━━ Available data ━━

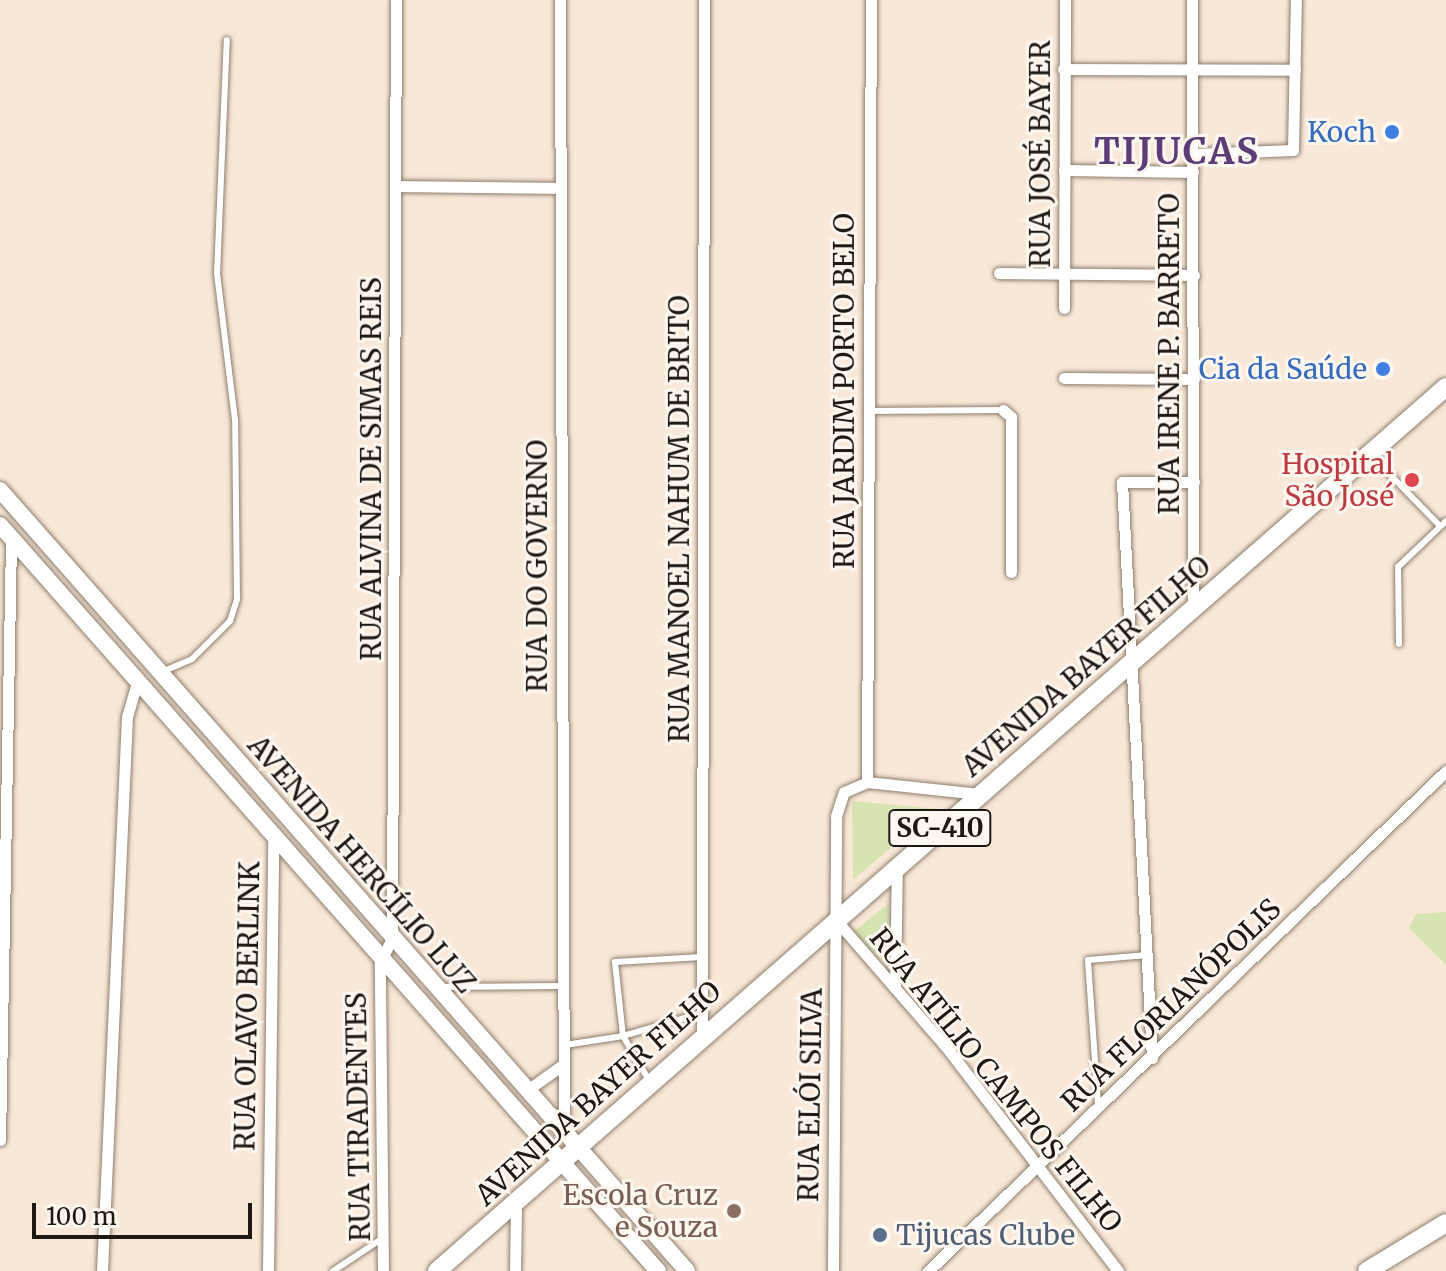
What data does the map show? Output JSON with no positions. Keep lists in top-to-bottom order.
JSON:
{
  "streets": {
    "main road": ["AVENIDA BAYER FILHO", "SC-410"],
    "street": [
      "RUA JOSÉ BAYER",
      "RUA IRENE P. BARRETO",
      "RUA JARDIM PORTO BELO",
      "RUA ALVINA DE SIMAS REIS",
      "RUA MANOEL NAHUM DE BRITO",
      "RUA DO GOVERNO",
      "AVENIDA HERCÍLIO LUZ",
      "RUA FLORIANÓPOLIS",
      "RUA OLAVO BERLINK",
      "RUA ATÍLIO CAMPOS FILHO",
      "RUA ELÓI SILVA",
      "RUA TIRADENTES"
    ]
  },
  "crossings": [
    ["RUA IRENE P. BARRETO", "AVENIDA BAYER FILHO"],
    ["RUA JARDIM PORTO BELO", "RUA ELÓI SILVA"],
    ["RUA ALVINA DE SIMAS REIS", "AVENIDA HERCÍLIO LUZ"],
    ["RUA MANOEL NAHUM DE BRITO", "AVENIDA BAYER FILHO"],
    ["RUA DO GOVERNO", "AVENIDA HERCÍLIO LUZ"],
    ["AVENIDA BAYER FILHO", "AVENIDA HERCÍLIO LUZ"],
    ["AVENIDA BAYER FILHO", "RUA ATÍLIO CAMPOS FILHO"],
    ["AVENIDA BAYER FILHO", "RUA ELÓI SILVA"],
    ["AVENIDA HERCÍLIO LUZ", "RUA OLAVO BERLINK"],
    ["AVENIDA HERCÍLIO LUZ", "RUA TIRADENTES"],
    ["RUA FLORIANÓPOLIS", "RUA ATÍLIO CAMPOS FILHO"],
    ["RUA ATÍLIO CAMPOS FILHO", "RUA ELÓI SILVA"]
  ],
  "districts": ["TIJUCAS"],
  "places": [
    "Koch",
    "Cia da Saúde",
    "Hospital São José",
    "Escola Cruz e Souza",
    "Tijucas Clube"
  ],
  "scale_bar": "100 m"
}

━━━

Take each line above that contains "HERCÍLIO" and copy it out.

      "AVENIDA HERCÍLIO LUZ",
    ["RUA ALVINA DE SIMAS REIS", "AVENIDA HERCÍLIO LUZ"],
    ["RUA DO GOVERNO", "AVENIDA HERCÍLIO LUZ"],
    ["AVENIDA BAYER FILHO", "AVENIDA HERCÍLIO LUZ"],
    ["AVENIDA HERCÍLIO LUZ", "RUA OLAVO BERLINK"],
    ["AVENIDA HERCÍLIO LUZ", "RUA TIRADENTES"],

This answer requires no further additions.